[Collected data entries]
::::::
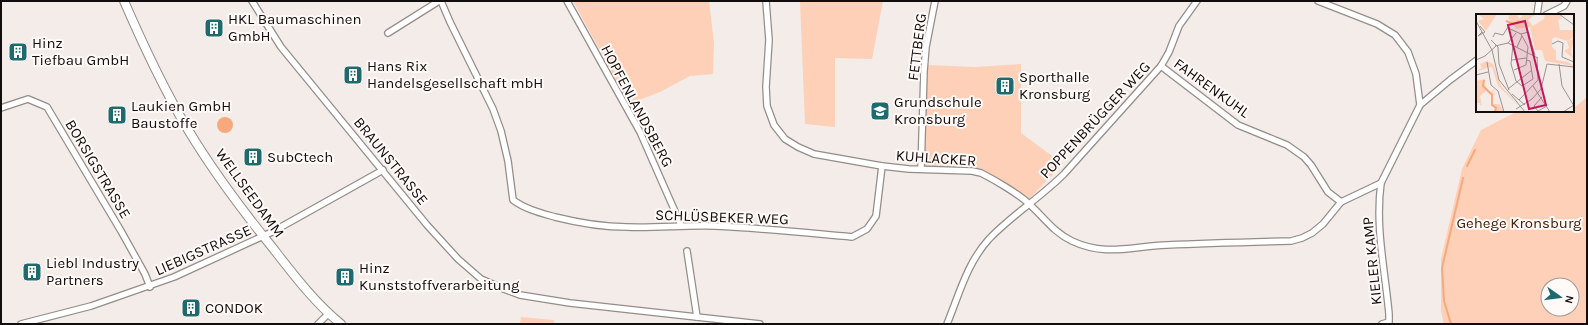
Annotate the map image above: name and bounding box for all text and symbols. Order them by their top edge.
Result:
place label: HKL Baumaschinen GmbH [228,10,362,45]
street label: FETTBERG [904,12,930,82]
inset map [1476,14,1574,112]
building icon: HKL Baumaschinen GmbH [203,17,225,39]
place label: Hinz Tiefbau GmbH [32,34,129,69]
building icon: Hinz Tiefbau GmbH [7,41,29,63]
street label: HOPFENLANDSBERG [597,42,677,170]
street label: FAHRENKUHL [1171,54,1253,122]
place label: Hans Rix Handelsgesellschaft mbH [367,57,543,92]
street label: POPPENBRÜGGER WEG [1036,58,1154,182]
building icon: Hans Rix Handelsgesellschaft mbH [342,64,364,86]
place label: Sporthalle Kronsburg [1019,68,1091,103]
building icon: Sporthalle Kronsburg [994,75,1016,97]
place label: Grundschule Kronsburg [894,93,982,128]
place label: Laukien GmbH Baustoffe [131,97,231,132]
school or university icon: Grundschule Kronsburg [869,100,891,122]
building icon: Laukien GmbH Baustoffe [106,104,128,126]
street label: BRAUNSTRASSE [350,113,432,209]
street label: BORSIGSTRASSE [61,116,135,222]
street label: WELLSEEDAMM [212,145,288,241]
building icon: SubCtech [242,146,264,168]
street label: KUHLACKER [895,146,977,170]
place label: SubCtech [267,148,333,166]
street label: SCHLÜSBEKER WEG [655,206,789,228]
park label: Gehege Kronsburg [1456,214,1582,232]
street label: KIELER KAMP [1358,216,1386,306]
street label: LIEBIGSTRASSE [152,221,254,279]
place label: Liebl Industry Partners [46,254,139,289]
place label: Hinz Kunststoffverarbeitung [359,259,520,294]
building icon: Liebl Industry Partners [21,261,43,283]
building icon: Hinz Kunststoffverarbeitung [334,266,356,288]
north arrow [1540,277,1580,317]
text: N [1562,294,1576,305]
building icon: CONDOK [180,297,202,319]
place label: CONDOK [205,299,263,317]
::::::
What is required: Copy the data above word for word. Pictures stay out.

Response to the task:
Annotate the map image above: name and bounding box for all text and symbols. Order them by their top edge.
Result:
place label: HKL Baumaschinen GmbH [228,10,362,45]
street label: FETTBERG [904,12,930,82]
inset map [1476,14,1574,112]
building icon: HKL Baumaschinen GmbH [203,17,225,39]
place label: Hinz Tiefbau GmbH [32,34,129,69]
building icon: Hinz Tiefbau GmbH [7,41,29,63]
street label: HOPFENLANDSBERG [597,42,677,170]
street label: FAHRENKUHL [1171,54,1253,122]
place label: Hans Rix Handelsgesellschaft mbH [367,57,543,92]
street label: POPPENBRÜGGER WEG [1036,58,1154,182]
building icon: Hans Rix Handelsgesellschaft mbH [342,64,364,86]
place label: Sporthalle Kronsburg [1019,68,1091,103]
building icon: Sporthalle Kronsburg [994,75,1016,97]
place label: Grundschule Kronsburg [894,93,982,128]
place label: Laukien GmbH Baustoffe [131,97,231,132]
school or university icon: Grundschule Kronsburg [869,100,891,122]
building icon: Laukien GmbH Baustoffe [106,104,128,126]
street label: BRAUNSTRASSE [350,113,432,209]
street label: BORSIGSTRASSE [61,116,135,222]
street label: WELLSEEDAMM [212,145,288,241]
building icon: SubCtech [242,146,264,168]
street label: KUHLACKER [895,146,977,170]
place label: SubCtech [267,148,333,166]
street label: SCHLÜSBEKER WEG [655,206,789,228]
park label: Gehege Kronsburg [1456,214,1582,232]
street label: KIELER KAMP [1358,216,1386,306]
street label: LIEBIGSTRASSE [152,221,254,279]
place label: Liebl Industry Partners [46,254,139,289]
place label: Hinz Kunststoffverarbeitung [359,259,520,294]
building icon: Liebl Industry Partners [21,261,43,283]
building icon: Hinz Kunststoffverarbeitung [334,266,356,288]
north arrow [1540,277,1580,317]
text: N [1562,294,1576,305]
building icon: CONDOK [180,297,202,319]
place label: CONDOK [205,299,263,317]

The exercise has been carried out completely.